问题
This answer explains how to move-capture a variable within a lambda in C++14.
But once you've move-captured an un-copyable object (such as a std::unique_ptr) within a lambda, you cannot copy the lambda itself.
This would be fine if you could move the lambda, but I get a compile error when trying to do so:
using namespace std;
class HasCallback
{
public:
void setCallback(std::function<void(void)>&& f)
{
callback = move(f);
}
std::function<void(void)> callback;
};
int main()
{
auto uniq = make_unique<std::string>("Blah blah blah");
HasCallback hc;
hc.setCallback(
[uniq = move(uniq)](void)
{
std::cout << *uniq << std::endl;
});
hc.callback();
}
This produces the following error with g++ (I've attempted to copy only the relevant line):
error: use of deleted function ‘main()::<lambda()>::<lambda>(const main()::<lambda()>&’
...implying, I think, that my attempt to move the lambda has failed.
clang++ gives a similar error.
I tried explicitly moveing the lambda (even though it's a temporary value), but that did not help.
EDIT: The answers below adequately address the compile errors produced by the above code.
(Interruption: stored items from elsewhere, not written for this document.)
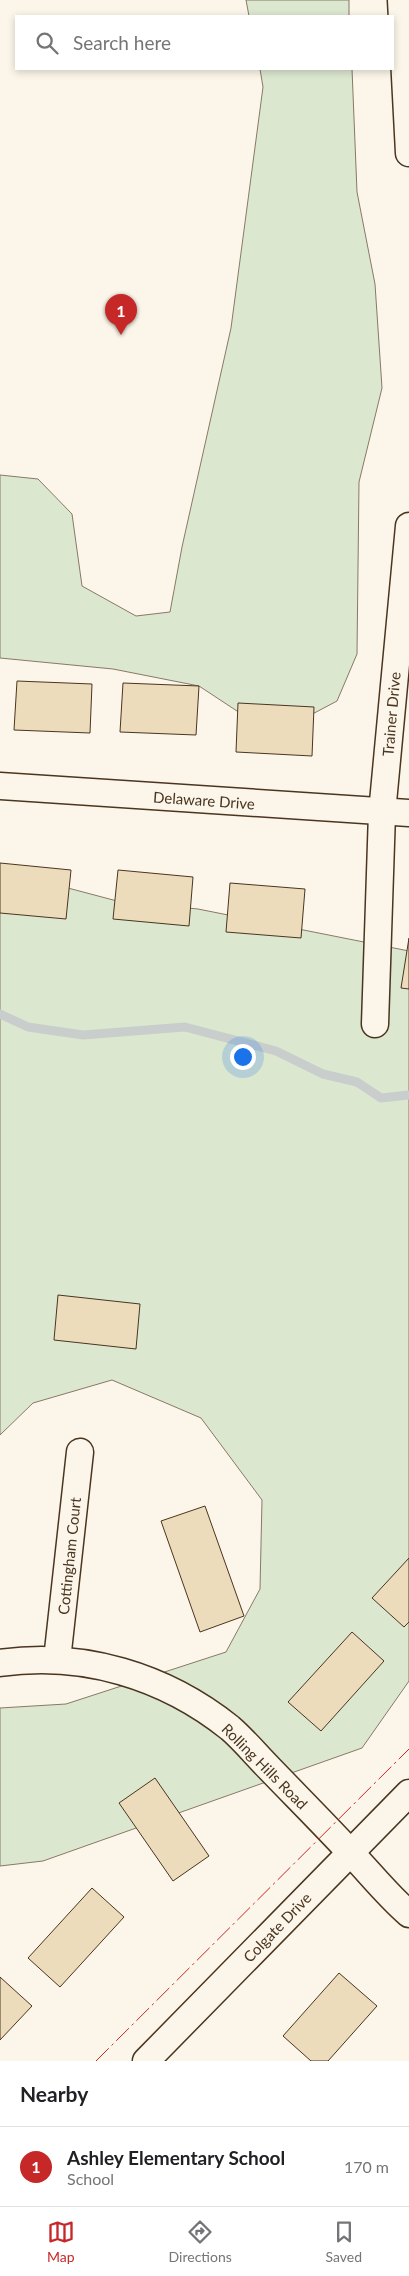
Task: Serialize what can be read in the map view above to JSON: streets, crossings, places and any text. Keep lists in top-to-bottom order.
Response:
{
  "streets": {
    "street": [
      "Trainer Drive",
      "Delaware Drive",
      "Cottingham Court",
      "Rolling Hills Road",
      "Colgate Drive"
    ]
  },
  "crossings": [
    ["Trainer Drive", "Delaware Drive"],
    ["Cottingham Court", "Rolling Hills Road"],
    ["Rolling Hills Road", "Colgate Drive"]
  ],
  "page": {
    "search": "Search here",
    "pins": "1",
    "heading": "Nearby",
    "list": [
      {
        "mark": "1",
        "name": "Ashley Elementary School",
        "note": "School",
        "value": "170 m"
      }
    ],
    "nav": ["Map", "Directions", "Saved"]
  }
}
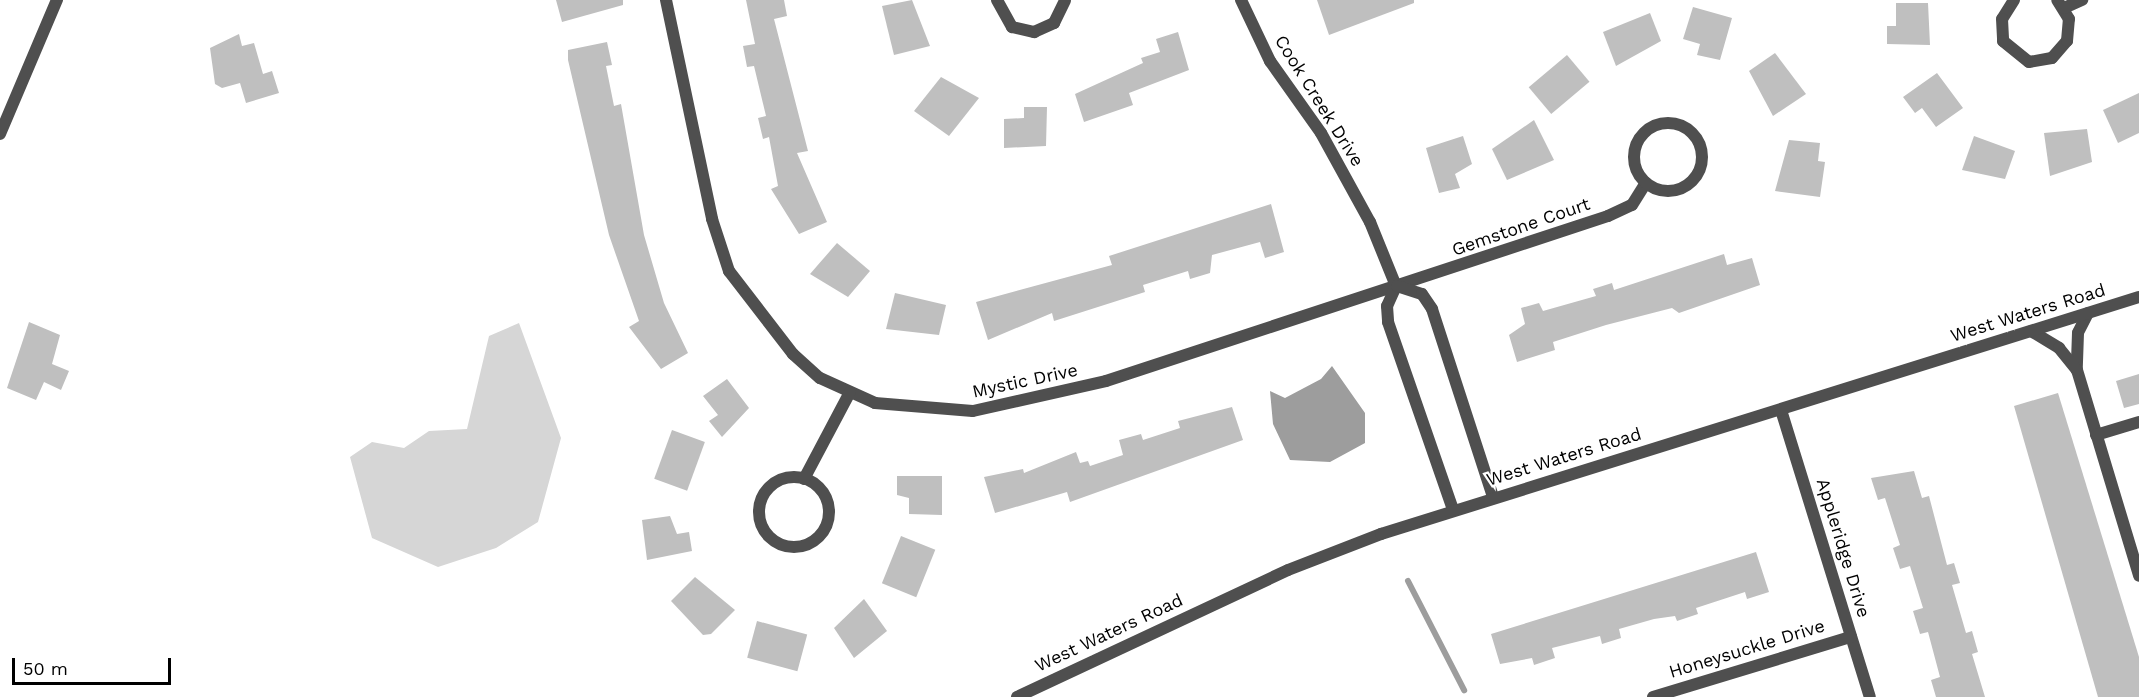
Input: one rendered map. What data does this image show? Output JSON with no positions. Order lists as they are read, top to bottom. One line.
{"streets":{"street":["Cook Creek Drive","Gemstone Court","West Waters Road","Mystic Drive","Appleridge Drive","Honeysuckle Drive"]},"crossings":[["Cook Creek Drive","Gemstone Court"],["Cook Creek Drive","Mystic Drive"],["Gemstone Court","Mystic Drive"],["West Waters Road","Appleridge Drive"],["Appleridge Drive","Honeysuckle Drive"]],"scale_bar":"50 m"}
For an alternate approach, simply release the unique pointer's target value into a std::shared_ptr, which can be copied. (I'm not writing this as an answer, because that would assume that this is an XY problem, but the underlying reason why unique_ptr can't be used in a lambda that gets converted to a std::function is important to understand.)
EDIT 2: Hilariously enough, I just realized auto_ptr would actually do the right thing here (!), as far as I can tell. It acts essentially like unique_ptr, but allows copy-construction in place of move-construction.
回答1:
You can move the lambda, that's fine. That's not what your problem is though, you're trying to instantiate a std::function with a noncopyable lambda. And the:
template< class F >
function( F f );
constructor of function does:
5) Initializes the target with a copy of
f.
This is because std::function:
satisfies the requirements of CopyConstructible and CopyAssignable.
Since function has to be copyable, everything you put into it must also be copyable. And a move-only lambda does not meet that requirement.
回答2:
std::function is not a lambda! It's a wrapper that can be constructed from any type of callable, including a lambda. std::function requires that the callable be copy-constructible, which is why your example fails.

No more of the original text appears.